───── DATASET CONTENT
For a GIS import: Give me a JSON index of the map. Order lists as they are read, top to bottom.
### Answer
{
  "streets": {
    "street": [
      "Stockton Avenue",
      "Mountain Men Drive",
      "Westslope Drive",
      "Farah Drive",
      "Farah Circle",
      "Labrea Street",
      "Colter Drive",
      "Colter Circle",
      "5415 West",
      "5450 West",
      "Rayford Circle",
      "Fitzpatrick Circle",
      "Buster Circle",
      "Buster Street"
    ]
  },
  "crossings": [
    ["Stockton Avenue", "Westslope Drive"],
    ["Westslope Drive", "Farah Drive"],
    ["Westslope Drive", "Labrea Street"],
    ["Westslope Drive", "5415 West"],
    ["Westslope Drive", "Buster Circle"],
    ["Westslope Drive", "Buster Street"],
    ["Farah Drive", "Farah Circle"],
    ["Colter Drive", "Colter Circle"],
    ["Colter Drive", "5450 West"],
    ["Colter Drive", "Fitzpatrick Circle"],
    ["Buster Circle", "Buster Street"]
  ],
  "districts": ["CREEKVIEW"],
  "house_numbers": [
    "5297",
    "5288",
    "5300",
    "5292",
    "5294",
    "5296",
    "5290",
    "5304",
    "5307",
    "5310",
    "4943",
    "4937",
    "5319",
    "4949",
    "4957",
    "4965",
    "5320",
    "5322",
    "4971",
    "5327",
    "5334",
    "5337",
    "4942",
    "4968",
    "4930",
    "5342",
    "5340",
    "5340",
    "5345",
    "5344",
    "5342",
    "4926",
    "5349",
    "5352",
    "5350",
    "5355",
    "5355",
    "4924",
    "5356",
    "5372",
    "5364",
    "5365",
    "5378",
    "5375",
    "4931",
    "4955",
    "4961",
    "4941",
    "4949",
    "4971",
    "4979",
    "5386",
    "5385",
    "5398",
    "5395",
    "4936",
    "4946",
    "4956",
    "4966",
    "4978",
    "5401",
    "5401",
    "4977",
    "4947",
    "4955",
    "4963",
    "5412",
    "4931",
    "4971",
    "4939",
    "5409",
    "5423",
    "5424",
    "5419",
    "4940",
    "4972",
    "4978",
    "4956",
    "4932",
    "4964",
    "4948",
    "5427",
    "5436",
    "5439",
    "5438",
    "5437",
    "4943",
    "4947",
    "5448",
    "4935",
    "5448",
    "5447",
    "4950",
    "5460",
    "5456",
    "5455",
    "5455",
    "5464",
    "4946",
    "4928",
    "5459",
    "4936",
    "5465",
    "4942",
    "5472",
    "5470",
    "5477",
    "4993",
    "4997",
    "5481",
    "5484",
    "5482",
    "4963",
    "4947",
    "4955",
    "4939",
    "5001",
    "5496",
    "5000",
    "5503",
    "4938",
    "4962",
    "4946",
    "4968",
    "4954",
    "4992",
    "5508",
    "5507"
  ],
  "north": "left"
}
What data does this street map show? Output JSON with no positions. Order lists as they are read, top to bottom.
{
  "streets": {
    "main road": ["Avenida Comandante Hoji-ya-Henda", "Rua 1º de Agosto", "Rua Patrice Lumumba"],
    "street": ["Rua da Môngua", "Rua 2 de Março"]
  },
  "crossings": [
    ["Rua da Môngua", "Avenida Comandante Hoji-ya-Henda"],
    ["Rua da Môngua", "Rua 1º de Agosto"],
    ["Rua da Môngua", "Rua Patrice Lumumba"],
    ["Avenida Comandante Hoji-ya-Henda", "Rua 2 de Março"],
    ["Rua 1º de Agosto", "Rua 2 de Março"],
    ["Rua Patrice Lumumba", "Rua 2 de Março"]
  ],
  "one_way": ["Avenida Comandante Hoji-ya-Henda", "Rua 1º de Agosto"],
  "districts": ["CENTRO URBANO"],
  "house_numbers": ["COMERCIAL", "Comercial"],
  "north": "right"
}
──────────
▶ _WHAT THE TASK REQUIRES_
Without altering anything, print all of the data again.

▶ _THE COMPLETED TASK_
For a GIS import: Give me a JSON index of the map. Order lists as they are read, top to bottom.
### Answer
{
  "streets": {
    "street": [
      "Stockton Avenue",
      "Mountain Men Drive",
      "Westslope Drive",
      "Farah Drive",
      "Farah Circle",
      "Labrea Street",
      "Colter Drive",
      "Colter Circle",
      "5415 West",
      "5450 West",
      "Rayford Circle",
      "Fitzpatrick Circle",
      "Buster Circle",
      "Buster Street"
    ]
  },
  "crossings": [
    ["Stockton Avenue", "Westslope Drive"],
    ["Westslope Drive", "Farah Drive"],
    ["Westslope Drive", "Labrea Street"],
    ["Westslope Drive", "5415 West"],
    ["Westslope Drive", "Buster Circle"],
    ["Westslope Drive", "Buster Street"],
    ["Farah Drive", "Farah Circle"],
    ["Colter Drive", "Colter Circle"],
    ["Colter Drive", "5450 West"],
    ["Colter Drive", "Fitzpatrick Circle"],
    ["Buster Circle", "Buster Street"]
  ],
  "districts": ["CREEKVIEW"],
  "house_numbers": [
    "5297",
    "5288",
    "5300",
    "5292",
    "5294",
    "5296",
    "5290",
    "5304",
    "5307",
    "5310",
    "4943",
    "4937",
    "5319",
    "4949",
    "4957",
    "4965",
    "5320",
    "5322",
    "4971",
    "5327",
    "5334",
    "5337",
    "4942",
    "4968",
    "4930",
    "5342",
    "5340",
    "5340",
    "5345",
    "5344",
    "5342",
    "4926",
    "5349",
    "5352",
    "5350",
    "5355",
    "5355",
    "4924",
    "5356",
    "5372",
    "5364",
    "5365",
    "5378",
    "5375",
    "4931",
    "4955",
    "4961",
    "4941",
    "4949",
    "4971",
    "4979",
    "5386",
    "5385",
    "5398",
    "5395",
    "4936",
    "4946",
    "4956",
    "4966",
    "4978",
    "5401",
    "5401",
    "4977",
    "4947",
    "4955",
    "4963",
    "5412",
    "4931",
    "4971",
    "4939",
    "5409",
    "5423",
    "5424",
    "5419",
    "4940",
    "4972",
    "4978",
    "4956",
    "4932",
    "4964",
    "4948",
    "5427",
    "5436",
    "5439",
    "5438",
    "5437",
    "4943",
    "4947",
    "5448",
    "4935",
    "5448",
    "5447",
    "4950",
    "5460",
    "5456",
    "5455",
    "5455",
    "5464",
    "4946",
    "4928",
    "5459",
    "4936",
    "5465",
    "4942",
    "5472",
    "5470",
    "5477",
    "4993",
    "4997",
    "5481",
    "5484",
    "5482",
    "4963",
    "4947",
    "4955",
    "4939",
    "5001",
    "5496",
    "5000",
    "5503",
    "4938",
    "4962",
    "4946",
    "4968",
    "4954",
    "4992",
    "5508",
    "5507"
  ],
  "north": "left"
}
What data does this street map show? Output JSON with no positions. Order lists as they are read, top to bottom.
{
  "streets": {
    "main road": ["Avenida Comandante Hoji-ya-Henda", "Rua 1º de Agosto", "Rua Patrice Lumumba"],
    "street": ["Rua da Môngua", "Rua 2 de Março"]
  },
  "crossings": [
    ["Rua da Môngua", "Avenida Comandante Hoji-ya-Henda"],
    ["Rua da Môngua", "Rua 1º de Agosto"],
    ["Rua da Môngua", "Rua Patrice Lumumba"],
    ["Avenida Comandante Hoji-ya-Henda", "Rua 2 de Março"],
    ["Rua 1º de Agosto", "Rua 2 de Março"],
    ["Rua Patrice Lumumba", "Rua 2 de Março"]
  ],
  "one_way": ["Avenida Comandante Hoji-ya-Henda", "Rua 1º de Agosto"],
  "districts": ["CENTRO URBANO"],
  "house_numbers": ["COMERCIAL", "Comercial"],
  "north": "right"
}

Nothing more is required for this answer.